To state a claim for fraudulent misrepresentation, there must be an allegation of a false statement of material fact rather than law. “As a general rule, one is not entitled to rely upon a representation of law because both parties are presumed to be equally capable of knowing and interpreting the law.” Whether a false statement or omission is one of fact or law turns on whether it was discoverable through the exercise of ordinary prudence by the plaintiff (law) or whether the knowledge of its truth or falsity was almost exclusively in the possession of the defendant and not readily ascertainable by the plaintiff (fact). In this case, the court held that the buyer could have determined that the property was not in compliance with the zoning code by merely looking up the applicable ordinance. Consequently, the seller’s statement as to the building’s compliance was one of law and not actionable. The court rejected the buyer’s argument that, given its advanced age, the building could have been a legal non-conforming use, noting that reviewing the ordinance would have alerted the buyer to inquire further.

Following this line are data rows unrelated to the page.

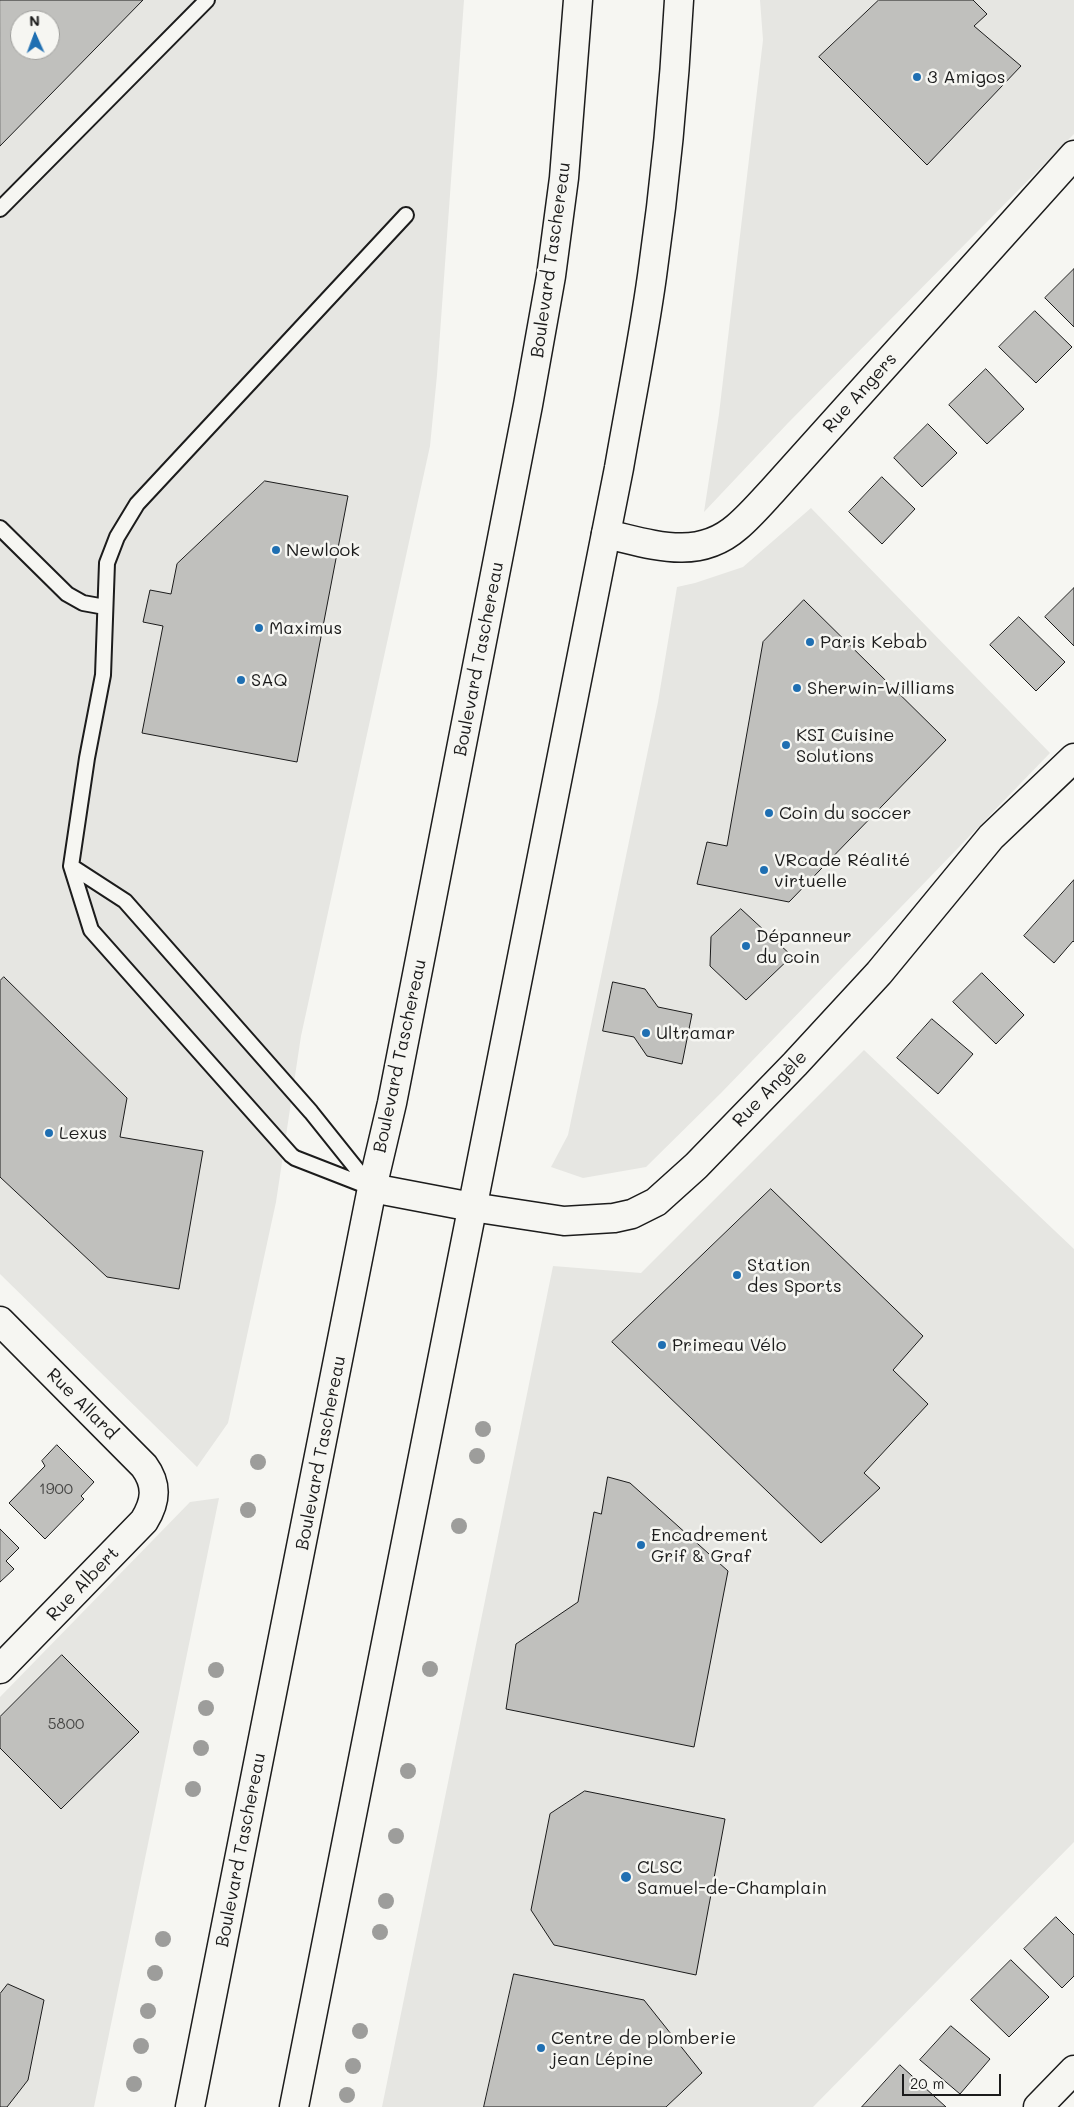 <!DOCTYPE html>
<meta charset="utf-8">
<style>
body{margin:0}
#map{position:relative;width:1074px;height:2107px;overflow:hidden;background:#f6f6f2;font-family:Mali,sans-serif}
canvas{display:block}
.north{position:absolute;left:10px;top:10px;width:50px;height:50px;box-sizing:border-box;background:#f6f6f2;border:1px solid #9f9f9c;border-radius:50%;rotate:358deg;font-size:14px;font-weight:700;line-height:20px;text-align:center;color:#1c1c1c}
.north::after{content:'';display:block;margin:auto;width:18px;height:22px;background:#1f6fb2;clip-path:polygon(50% 0,100% 100%,50% 72%,0 100%)}
.scale{position:absolute;left:902px;top:2074px;width:99px;height:22px;box-sizing:border-box;border:2px solid #1c1c1c;border-top:0;padding-left:6px;font-size:15px;line-height:18px;white-space:nowrap;color:#1c1c1c;-webkit-text-stroke:4px #f6f6f2;paint-order:stroke}
</style>
<div id="map">
<canvas width="1074" height="2107"></canvas>
<div class="north">N</div>
<div class="scale">20 m</div>
</div>
<script>
const c = document.querySelector('canvas').getContext('2d');
c.lineJoin = 'round';
function fill(path, color) { c.fillStyle = color; c.fill(path, 'evenodd'); }
function stroke(path, color, width, dash) { c.strokeStyle = color; c.lineWidth = width; c.lineCap = dash ? 'butt' : 'round'; c.setLineDash(dash || []); c.stroke(path); }
function write(font, color, halo, rows, align = 'center') {
  c.font = font + ' Mali,sans-serif'; c.lineWidth = 5; c.setLineDash([]); c.textBaseline = 'middle'; c.strokeStyle = halo; c.fillStyle = color; for (const [text, x, y, turn = 0] of rows) {
    c.save(); c.translate(x, y); c.rotate((+turn || 0) * Math.PI / 180); c.textAlign = isNaN(turn) ? turn : align; if (halo) c.strokeText(text, 0, 0); c.fillText(text, 0, 0); c.restore();
  }
}
fill(new Path2D(`
 M 0,0 L 464,0 L 437,375 L 430,446 L 301,1036 L 276,1202 L 228,1423 L 197,1467 L 0,1274 ZM 20,20 L 50,20 L 50,50 L 20,50 Z
 M 760,0 L 1074,0 L 1074,134 L 788,423 L 704,512 L 719,414 L 763,40 Z
 M 811,508 L 1050,753 L 721,1093 L 646,1167 L 583,1178 L 551,1167 L 568,1135 L 658,702 L 677,587 L 695,583 L 743,567 Z
 M 864,1050 L 1074,1249 L 1074,1842 L 813,2107 L 382,2107 L 553,1266 L 641,1273 Z
 M 219,1498 L 94,2107 L 0,2107 L 0,1697 L 190,1502 Z`), '#e6e6e2');
const building = new Path2D(`
 M 0,0 L 143,0 L 0,146 ZM 20,20 L 50,20 L 50,50 L 20,50 Z
 M 879,0 L 973,0 L 987,14 L 974,26 L 1021,66 L 927,165 L 819,57 Z
 M 1074,269 L 1074,327 L 1045,298 Z
 M 1035,311 L 1072,347 L 1036,383 L 999,347 Z
 M 986,369 L 1024,409 L 987,444 L 949,405 Z
 M 928,424 L 957,453 L 922,487 L 894,458 Z
 M 882,477 L 915,509 L 882,544 L 849,512 Z
 M 265,481 L 348,496 L 297,762 L 142,733 L 163,626 L 143,622 L 150,590 L 171,594 L 177,564 Z
 M 1074,588 L 1074,646 L 1045,617 Z
 M 804,600 L 946,740 L 789,902 L 697,884 L 707,842 L 727,846 L 763,642 Z
 M 1019,617 L 1065,662 L 1036,691 L 990,645 Z
 M 1074,880 L 1074,942 L 1073,941 L 1054,963 L 1024,936 Z
 M 741,909 L 792,956 L 746,1000 L 710,966 L 711,937 Z
 M 982,973 L 1024,1015 L 996,1044 L 953,1002 Z
 M 4,977 L 127,1098 L 120,1137 L 203,1151 L 179,1289 L 107,1277 L 0,1177 L 0,981 Z
 M 613,982 L 645,989 L 658,1007 L 692,1014 L 682,1064 L 647,1056 L 634,1037 L 603,1031 Z
 M 932,1019 L 973,1054 L 938,1094 L 897,1058 Z
 M 771,1189 L 923,1336 L 893,1370 L 928,1404 L 864,1473 L 880,1488 L 821,1543 L 612,1342 Z
 M 57,1445 L 94,1482 L 81,1496 L 84,1499 L 45,1539 L 9,1503 L 45,1466 L 42,1461 Z
 M 608,1477 L 630,1483 L 728,1571 L 694,1747 L 506,1709 L 516,1644 L 578,1602 L 594,1512 L 601,1514 Z
 M 0,1529 L 19,1548 L 6,1561 L 14,1569 L 0,1582 Z
 M 62,1655 L 139,1732 L 61,1809 L 0,1748 L 0,1717 Z
 M 585,1791 L 725,1819 L 696,1975 L 554,1945 L 531,1910 L 550,1814 Z
 M 1056,1917 L 1074,1935 L 1074,1976 L 1062,1988 L 1024,1949 Z
 M 1011,1960 L 1049,1997 L 1009,2037 L 971,2000 Z
 M 514,1974 L 644,2000 L 702,2073 L 666,2107 L 484,2107 Z
 M 8,1984 L 44,2000 L 28,2080 L 7,2107 L 0,2107 L 0,1994 Z
 M 951,2026 L 990,2059 L 960,2094 L 920,2060 Z
 M 900,2065 L 946,2107 L 862,2107 Z`);
fill(building, '#c0c0bd');
stroke(building, '#1c1c1c', 1);
const lane = new Path2D(`
 M 0,209 L 207,0
 M 0,528 L 67,594 L 83,603 L 105,607
 M 71,866 L 125,901 L 311,1112 L 371,1187
 M 372,1188 L 295,1158 L 291,1155 L 91,930 L 71,866 L 87,758 L 103,675 L 107,563 L 117,537 L 137,504 L 406,215`);
const street = new Path2D(`
 M 606,534 C 651,544 697,562 737,527 C 750,516 762,502 774,489 L 1074,155
 M 372,1188 L 472,1207 L 564,1221 L 614,1218 L 632,1214 L 656,1202 L 696,1166 L 795,1064 L 879,973 L 991,837 L 1074,758
 M 0,1321 L 144,1466 C 158,1485 156,1502 144,1521 L 0,1669
 M 1038,2107 L 1074,2070`);
const primary = new Path2D(`
 M 190,2107 L 372,1188 L 392,1103 L 528,405 L 551,276 L 564,178 L 578,0
 M 294,2107 L 619,468 C 630,404 643,341 652,276 C 665,185 674,93 679,0`);
stroke(lane, '#1c1c1c', 18);
stroke(street, '#1c1c1c', 31);
stroke(primary, '#1c1c1c', 31);
stroke(lane, '#f6f6f2', 14);
stroke(street, '#f6f6f2', 28);
stroke(primary, '#f6f6f2', 28);
c.fillStyle = '#9d9d9b';
for (const [x, y] of [
 [483,1429],
 [477,1456],
 [258,1462],
 [248,1510],
 [459,1526],
 [430,1669],
 [216,1670],
 [206,1708],
 [201,1748],
 [408,1771],
 [193,1789],
 [396,1836],
 [386,1901],
 [380,1932],
 [163,1939],
 [155,1973],
 [148,2011],
 [360,2031],
 [141,2046],
 [353,2066],
 [134,2084],
 [347,2095]
]) { c.beginPath(); c.arc(x, y, 8, 0, 2 * Math.PI); c.fill(); }
for (const [x, y, r, color] of [
 [917,77,5,"#1f6fb2"],
 [276,550,5,"#1f6fb2"],
 [259,628,5,"#1f6fb2"],
 [810,642,5,"#1f6fb2"],
 [241,680,5,"#1f6fb2"],
 [797,688,5,"#1f6fb2"],
 [786,745,5,"#1f6fb2"],
 [769,813,5,"#1f6fb2"],
 [764,870,5,"#1f6fb2"],
 [746,946,5,"#1f6fb2"],
 [646,1033,5,"#1f6fb2"],
 [49,1133,5,"#1f6fb2"],
 [737,1275,5,"#1f6fb2"],
 [662,1345,5,"#1f6fb2"],
 [641,1545,5,"#1f6fb2"],
 [626,1877,6,"#1f6fb2"],
 [541,2048,5,"#1f6fb2"]
]) { const dot = new Path2D(); dot.arc(x, y, r, 0, 2 * Math.PI); c.fillStyle = color; c.fill(dot); stroke(dot, '#f6f6f2', 2); }
write('15px', '#454544', null, [
 ["1900",56,1489],
 ["5800",66,1724]
]);
write('18px', '#1c1c1c', '#f6f6f2', [
 ["3 Amigos",927,77],
 ["Newlook",286,550],
 ["Maximus",269,628],
 ["Paris Kebab",820,642],
 ["SAQ",251,680],
 ["Sherwin-Williams",807,688],
 ["KSI Cuisine",796,735],
 ["Solutions",796,756],
 ["Coin du soccer",779,813],
 ["VRcade Réalité",774,860],
 ["virtuelle",774,881],
 ["Dépanneur",756,936],
 ["du coin",756,957],
 ["Ultramar",656,1033],
 ["Lexus",59,1133],
 ["Station",747,1265],
 ["des Sports",747,1286],
 ["Primeau Vélo",672,1345],
 ["Encadrement",651,1535],
 ["Grif & Graf",651,1556],
 ["CLSC",637,1867],
 ["Samuel-de-Champlain",637,1888],
 ["Centre de plomberie",551,2038],
 ["jean Lépine",551,2059]
], 'left');
write('18px', '#1c1c1c', '#f6f6f2', [
 ["Boulevard Taschereau",551,260,-82],
 ["Rue Angers",860,393,-48],
 ["Boulevard Taschereau",479,659,-79],
 ["Boulevard Taschereau",400,1056,-78],
 ["Rue Angèle",770,1089,-46],
 ["Rue Allard",82,1404,45],
 ["Boulevard Taschereau",321,1453,-79],
 ["Rue Albert",83,1584,-46],
 ["Boulevard Taschereau",241,1850,-79]
]);
</script>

To state a claim for negligent misrepresentation, a complaint must allege facts establishing that the defendant owed the plaintiff a duty to communicate accurate information. Such a duty has been recognized when negligently conveying false information results in physical injury to a person or harm to property, but “negligent misrepresentation actions are almost universally limited to situations involving a defendant who, in the course of his business or profession, supplies information for the guidance of others in their business relations with third parties.” However, the court noted that such actions have also been recognized against a party under a public duty to provide information, such as when a statute requires a plat of subdivision to be reviewed for a flood hazard determination by the Department of Transportation before it may be filed. In this case, the buyer argued that the City of Peoria’s zoning ordinance prohibiting recording of a deed without first obtaining a “zoning certificate” created a public duty to provide information on zoning to the buyer. The court disagreed, holding that the ordinance did not require the seller to file any information regarding zoning for the benefit of the public or to accurately represent the zoning status to prospective buyers. Consequently, the ordinance did not create a public duty on which the buyer could base a negligent misrepresentation claim.
In Village of Willow Springs v. Village of Lemont, 2016 IL App (1st) 152670, Willow Springs sought to enjoin its neighboring village, Lemont, from enforcing a zoning reclassification and approving a proposed development for a concrete crushing and recycling industry. An Illinois appellate court held that to the extent that Willow Springs sought to enjoin the zoning reclassification of the property in question from R‑1 to M‑3, it failed to demonstrate that it was “substantially, directly and adversely affected in its corporate capacity” by the rezoning. It therefore lacked standing to assert its claim. In addition, to the extent that Willow Springs sought to prevent Lemont from approving the proposed industrial development, the challenge was improper, as “Illinois courts have long refused to preemptively enjoin legislative action.” Challenges to a law must await enactment.